I asked her if he maybe had a guitar. She disappeared and returned with a battered Spanish job with steel strings and a broken neck. So that would be a ‘no’ then.  Jimmy was smoking the cigarettes his friend had left him down to and into the filter. His face was gaunt, and as he drew in smoke, his cheeks became dark concave hollows.  Although he had been in my studio in the mid 80’s, he didn’t know me.  I mentioned a few names of friends we had in common.  He didn’t seem to recognise any of them.

‘How about Davey Pattison?’ I asked.

He looked up from the inch of cigarette clutched between nicotine stained fingers and for a moment the dimness in his eyes seemed to lift.

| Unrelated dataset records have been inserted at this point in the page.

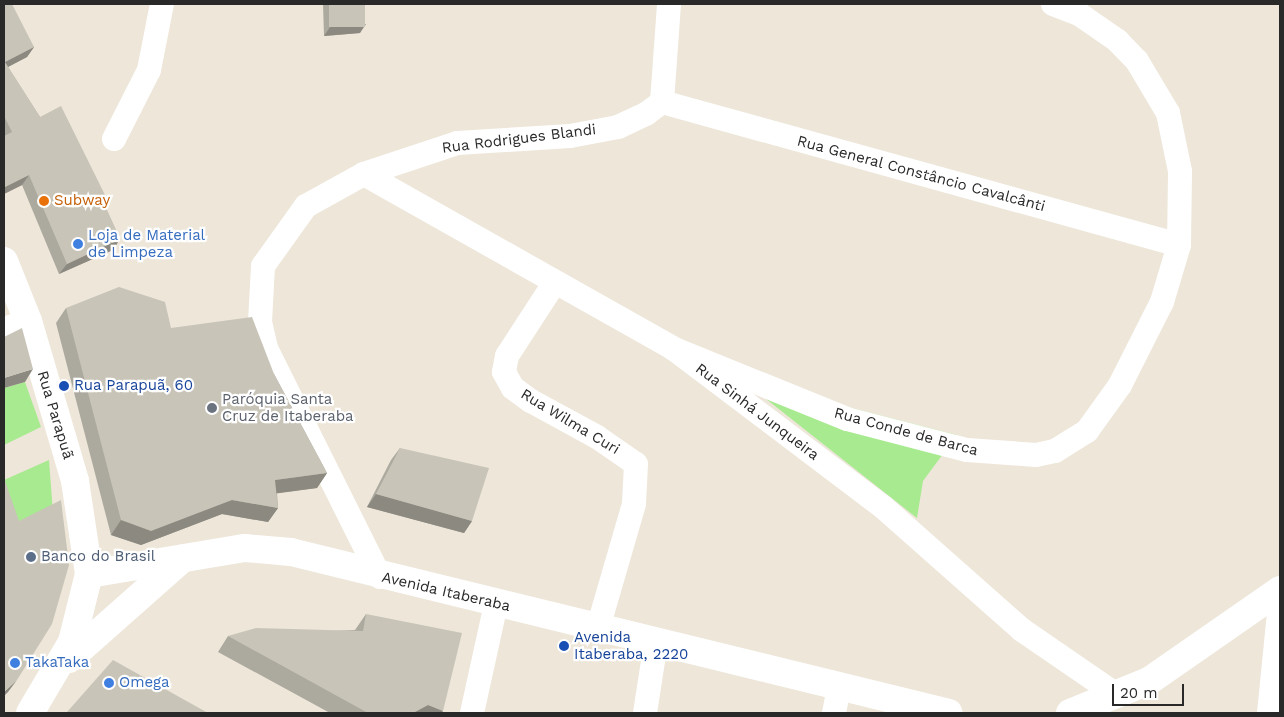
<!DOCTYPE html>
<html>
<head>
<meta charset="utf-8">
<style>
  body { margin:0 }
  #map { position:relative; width:1284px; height:717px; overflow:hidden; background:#ede6d9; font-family:"Work Sans",sans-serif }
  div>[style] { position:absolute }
  .green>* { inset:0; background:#a8ea90 }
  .minor>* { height:24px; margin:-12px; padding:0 12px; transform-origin:12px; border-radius:12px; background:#fff }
  .tertiary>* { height:28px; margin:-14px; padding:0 14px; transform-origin:14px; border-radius:14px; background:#fff }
  .secondary>* { height:28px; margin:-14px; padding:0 14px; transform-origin:14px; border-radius:14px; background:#fff }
  .wall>* { inset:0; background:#aca99e }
  .shaded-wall>* { inset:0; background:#8c8981 }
  .building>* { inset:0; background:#c8c4b8; transform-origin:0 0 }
  .dots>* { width:14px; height:14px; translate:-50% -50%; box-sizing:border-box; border:2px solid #fff; border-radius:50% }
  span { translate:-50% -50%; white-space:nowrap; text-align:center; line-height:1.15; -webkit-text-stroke:4.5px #fff; paint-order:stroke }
  .street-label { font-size:15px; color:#292929 }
  .food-label { font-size:15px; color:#c56008 }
  .left { translate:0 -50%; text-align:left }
  .shop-label { font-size:15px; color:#366cbe }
  .transit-label { font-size:15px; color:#164399 }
  .worship-label { font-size:15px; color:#5b616d }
  .service-label { font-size:15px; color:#4e5e75 }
  .frame { position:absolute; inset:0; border:5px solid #292929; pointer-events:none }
  .scale { position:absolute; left:1112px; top:684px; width:72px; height:22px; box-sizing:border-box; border:2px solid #292929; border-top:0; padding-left:6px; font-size:15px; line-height:18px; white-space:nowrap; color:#292929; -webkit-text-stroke:4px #fff; paint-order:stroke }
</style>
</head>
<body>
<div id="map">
  <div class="green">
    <i style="clip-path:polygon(742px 380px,957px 435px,923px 481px,917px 518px)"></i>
    <i style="clip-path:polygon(25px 382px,41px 427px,4px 445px,4px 388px)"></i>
    <i style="clip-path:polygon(49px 460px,53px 513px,11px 534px,4px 480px)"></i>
  </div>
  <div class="minor">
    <i style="left:662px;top:102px;width:536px;rotate:15.46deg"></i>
    <i style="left:114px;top:139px;width:77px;rotate:-63.1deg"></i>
    <i style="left:149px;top:70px;width:67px;rotate:-78.9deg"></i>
    <i style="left:364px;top:174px;width:356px;rotate:29.4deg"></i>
    <i style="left:674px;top:349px;width:262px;rotate:37.1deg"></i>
    <i style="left:883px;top:507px;width:186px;rotate:41.5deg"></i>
    <i style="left:1022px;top:630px;width:116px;rotate:34.5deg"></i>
    <i style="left:555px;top:282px;width:88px;rotate:123deg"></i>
    <i style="left:507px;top:356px;width:16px;rotate:101deg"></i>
    <i style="left:504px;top:372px;width:18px;rotate:61deg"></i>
    <i style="left:513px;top:388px;width:22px;rotate:36deg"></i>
    <i style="left:531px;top:401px;width:75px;rotate:28.6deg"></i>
    <i style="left:597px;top:437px;width:47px;rotate:34.7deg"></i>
    <i style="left:636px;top:464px;width:40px;rotate:92.9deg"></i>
    <i style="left:634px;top:504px;width:129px;rotate:106.2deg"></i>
    <i style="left:4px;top:329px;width:25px;rotate:-18deg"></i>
    <i style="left:674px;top:349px;width:187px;rotate:22deg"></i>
    <i style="left:847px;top:419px;width:124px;rotate:14.5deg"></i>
    <i style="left:967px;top:450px;width:69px;rotate:4.1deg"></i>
    <i style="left:1036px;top:455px;width:19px;rotate:-12deg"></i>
    <i style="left:1055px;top:451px;width:38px;rotate:-32deg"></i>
    <i style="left:1087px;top:431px;width:57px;rotate:-54.3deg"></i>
    <i style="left:1120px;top:385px;width:93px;rotate:-63.2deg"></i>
    <i style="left:1162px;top:302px;width:59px;rotate:-73.4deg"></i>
    <i style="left:1179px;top:245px;width:74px;rotate:-89.2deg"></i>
    <i style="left:1180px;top:171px;width:59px;rotate:-101.7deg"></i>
    <i style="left:1168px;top:113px;width:61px;rotate:-120.8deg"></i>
    <i style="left:1137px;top:61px;width:28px;rotate:-134deg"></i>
    <i style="left:1118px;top:41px;width:47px;rotate:-145.3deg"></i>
    <i style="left:1079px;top:14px;width:28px;rotate:-159deg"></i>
    <i style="left:380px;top:577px;width:256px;rotate:-116.5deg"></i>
    <i style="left:266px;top:348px;width:27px;rotate:-103deg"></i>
    <i style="left:260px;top:322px;width:56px;rotate:-86.9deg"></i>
    <i style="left:263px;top:266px;width:74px;rotate:-54.4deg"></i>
    <i style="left:306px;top:206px;width:66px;rotate:-28.9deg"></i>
    <i style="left:364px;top:174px;width:98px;rotate:-18.4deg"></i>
    <i style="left:457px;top:143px;width:113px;rotate:-3.5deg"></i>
    <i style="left:570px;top:136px;width:49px;rotate:-10.6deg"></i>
    <i style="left:618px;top:127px;width:31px;rotate:-25deg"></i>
    <i style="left:646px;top:114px;width:20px;rotate:-37deg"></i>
    <i style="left:662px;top:102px;width:98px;rotate:-85.9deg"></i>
    <i style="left:472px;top:713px;width:112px;rotate:-77.6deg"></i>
    <i style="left:645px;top:713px;width:72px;rotate:-81.2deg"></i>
    <i style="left:834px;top:713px;width:26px;rotate:-79deg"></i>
    <i style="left:1269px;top:713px;width:111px;rotate:-84.3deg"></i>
  </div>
  <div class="tertiary">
    <i style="left:4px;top:261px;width:65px;rotate:68.2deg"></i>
    <i style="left:28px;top:321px;width:167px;rotate:73.6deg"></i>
    <i style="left:75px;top:481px;width:94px;rotate:81.4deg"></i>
  </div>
  <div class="secondary">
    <i style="left:69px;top:659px;width:152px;rotate:-41.5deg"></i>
    <i style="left:30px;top:713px;width:82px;rotate:-59.4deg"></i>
    <i style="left:72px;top:642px;width:70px;rotate:-76deg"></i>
    <i style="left:89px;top:574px;width:158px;rotate:-9.5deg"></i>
    <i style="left:245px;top:548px;width:46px;rotate:5deg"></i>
    <i style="left:291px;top:552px;width:677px;rotate:13.75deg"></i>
    <i style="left:1070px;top:713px;width:85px;rotate:-22.1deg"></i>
    <i style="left:1149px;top:681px;width:160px;rotate:-34.8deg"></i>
  </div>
  <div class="wall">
    <i style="clip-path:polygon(4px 4px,34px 47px,27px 57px,8px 67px,40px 117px,106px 197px,103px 202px,120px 239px,113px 250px,59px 274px,22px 185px,4px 194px)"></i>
    <i style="clip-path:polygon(323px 4px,365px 4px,360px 33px,324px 36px)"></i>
    <i style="clip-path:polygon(66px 308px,171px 328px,274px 374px,327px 473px,317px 488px,277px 493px,278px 508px,268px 522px,222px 514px,141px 545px,111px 535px,56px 323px)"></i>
    <i style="clip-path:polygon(400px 448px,472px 521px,464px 533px,367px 507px,391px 460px)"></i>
    <i style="clip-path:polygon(366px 614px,443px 711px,441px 713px,330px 713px,218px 652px,228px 636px,355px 630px)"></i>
  </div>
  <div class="shaded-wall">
    <i style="clip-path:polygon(366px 24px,360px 33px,324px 36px,330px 27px)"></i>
    <i style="clip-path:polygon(34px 47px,27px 57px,4px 69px,5px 62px)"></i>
    <i style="clip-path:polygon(29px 175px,22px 185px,4px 194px,4px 189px,5px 187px)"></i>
    <i style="clip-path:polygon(120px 239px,113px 250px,59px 274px,67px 264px)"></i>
    <i style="clip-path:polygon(33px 369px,25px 382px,4px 388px,4px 378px)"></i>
    <i style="clip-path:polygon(327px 473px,317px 488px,265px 495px,275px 480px)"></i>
    <i style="clip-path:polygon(376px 494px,472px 521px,464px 533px,367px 507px)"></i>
    <i style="clip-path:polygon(232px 500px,278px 508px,268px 522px,222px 514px,141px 545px,111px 535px,121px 520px)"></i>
    <i style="clip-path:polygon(17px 680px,8px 692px,4px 696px,4px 692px)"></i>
    <i style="clip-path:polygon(428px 705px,443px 711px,441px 713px,413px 713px)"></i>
  </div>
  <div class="building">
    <i style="clip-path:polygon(4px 4px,12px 4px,34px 47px,5px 62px,40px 117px,61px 106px,106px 197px,102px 199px,120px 239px,67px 264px,29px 175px,5px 187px,4px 184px,4px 136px,12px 132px,4px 116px)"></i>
    <i style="left:329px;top:4px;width:36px;height:23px"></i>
    <i style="clip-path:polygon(119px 287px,165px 302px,171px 328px,252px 317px,274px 374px,327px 473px,275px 480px,278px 508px,232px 500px,151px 531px,121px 520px,66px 308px)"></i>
    <i style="clip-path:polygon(22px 328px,33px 369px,4px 378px,4px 337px)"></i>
    <i style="clip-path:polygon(400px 448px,489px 468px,472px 521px,376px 494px)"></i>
    <i style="clip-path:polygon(4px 478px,19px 521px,61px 500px,69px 565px,52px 624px,17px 680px,4px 692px)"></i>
    <i style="clip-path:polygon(366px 614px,462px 633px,443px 711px,428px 705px,413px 713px,368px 713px,228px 636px,256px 628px,363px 631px)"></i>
    <i style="clip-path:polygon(113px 660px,208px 713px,69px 713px,67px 712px)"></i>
  </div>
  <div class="dots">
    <i style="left:44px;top:201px;background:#e8710a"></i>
    <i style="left:78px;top:244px;background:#3f7fe0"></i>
    <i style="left:64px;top:386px;background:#1a4fb4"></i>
    <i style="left:212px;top:408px;background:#6b7280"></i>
    <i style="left:31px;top:557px;background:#5c6f8a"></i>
    <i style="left:564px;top:646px;background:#1a4fb4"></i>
    <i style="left:15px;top:663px;background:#3f7fe0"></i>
    <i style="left:109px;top:683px;background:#3f7fe0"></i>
  </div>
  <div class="street-label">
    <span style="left:519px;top:139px;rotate:-7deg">Rua Rodrigues Blandi</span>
    <span style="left:921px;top:174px;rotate:15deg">Rua General Constâncio Cavalcânti</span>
    <span style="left:757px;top:412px;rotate:37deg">Rua Sinhá Junqueira</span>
    <span style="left:55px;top:415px;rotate:73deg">Rua Parapuã</span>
    <span style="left:570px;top:422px;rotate:31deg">Rua Wilma Curi</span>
    <span style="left:906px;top:432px;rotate:15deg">Rua Conde de Barca</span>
    <span style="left:446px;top:592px;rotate:13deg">Avenida Itaberaba</span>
  </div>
  <div class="food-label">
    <span class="left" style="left:54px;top:201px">Subway</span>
  </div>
  <div class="shop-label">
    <span class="left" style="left:88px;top:244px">Loja de Material<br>de Limpeza</span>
    <span class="left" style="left:25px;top:663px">TakaTaka</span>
    <span class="left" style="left:119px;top:683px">Omega</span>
  </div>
  <div class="transit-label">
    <span class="left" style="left:74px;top:386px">Rua Parapuã, 60</span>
    <span class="left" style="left:574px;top:646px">Avenida<br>Itaberaba, 2220</span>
  </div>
  <div class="worship-label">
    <span class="left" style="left:222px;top:408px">Paróquia Santa<br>Cruz de Itaberaba</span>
  </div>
  <div class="service-label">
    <span class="left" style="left:41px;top:557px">Banco do Brasil</span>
  </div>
  <div class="frame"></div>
  <div class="scale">20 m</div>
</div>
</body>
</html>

‘That bastard’s got my gig!’ he said.

I knew the first part of that story, for years before, Jimmy had told me how out there on the road they had shared a bill with the hard rocking Montrose, whose guitarist, Ronny of the same name was bemoaning the fact that he couldn’t find a suitable replacement for singer Sammy Hagar, and asked Jimmy if there were ‘any more like him back in Bonnie Scotland’. Jimmy had laughed and gave him the phone number of his old buddy, the gravelled voiced Davey Pattison, then languishing in total obscurity in Paisley. We had shared many a bill with Davey in the early 70’s, and a great singer he was, but whereas we got the break with Charisma, he had continued to plod on in a succession of pub bands in and around Glasgow.  But, as they say about laughing last, Davey got the call from Ronny and off he went to the West Coast, never to return, and a few years after Jimmy quit the road and returned to these shores with a nice wee nest egg that should have set him up for life, Davey got another call, this time from Robin Trower, and as I understand, he’s still his singer.  So, in a way he did have Dewar’s gig.

After we left the hospital that day, Jimmy’s image kept returning. It just didn’t seem right that a guy so talented and so well known in the Glasgow rock world should be languishing in such a place. In the next few weeks, I spoke to some of my muso friends, suggesting the idea of a benefit gig, but gradually time began to dilute that image of his sunken eyes and slowly he dropped off my priority radar. Then a few months later, Lady Luck dealt me another strange little hand when I got a fare by the name of Dewar going from Glasgow city centre to a council estate in a place near Paisley called Howwood.  The woman who got into the cab turned out to be Jimmy’s wife and when we got talking, I told her that same story.  She smiled sadly and explained how he had gone into hospital for a simple operation to remove a blemish and had somehow been tragically starved of oxygen during the process. For a while they had tried to care for him at home, but according to her, he was forever setting the bed on fire.  I suddenly got that image of the cigarette gripped in his fingers, him smoking it down to the tip.  When we reached the house, she gave a little rueful laugh as she stepped from the cab and said to me.

‘If I ever get round to writing my life story, know what I’m gonna call it?

 “From Howwood to Hollywood …and Back!!”’

 

Footnote: Sadly, Jimmy Dewar died, aged 59,  in Dykebar on 16 May 2002. R.I.P.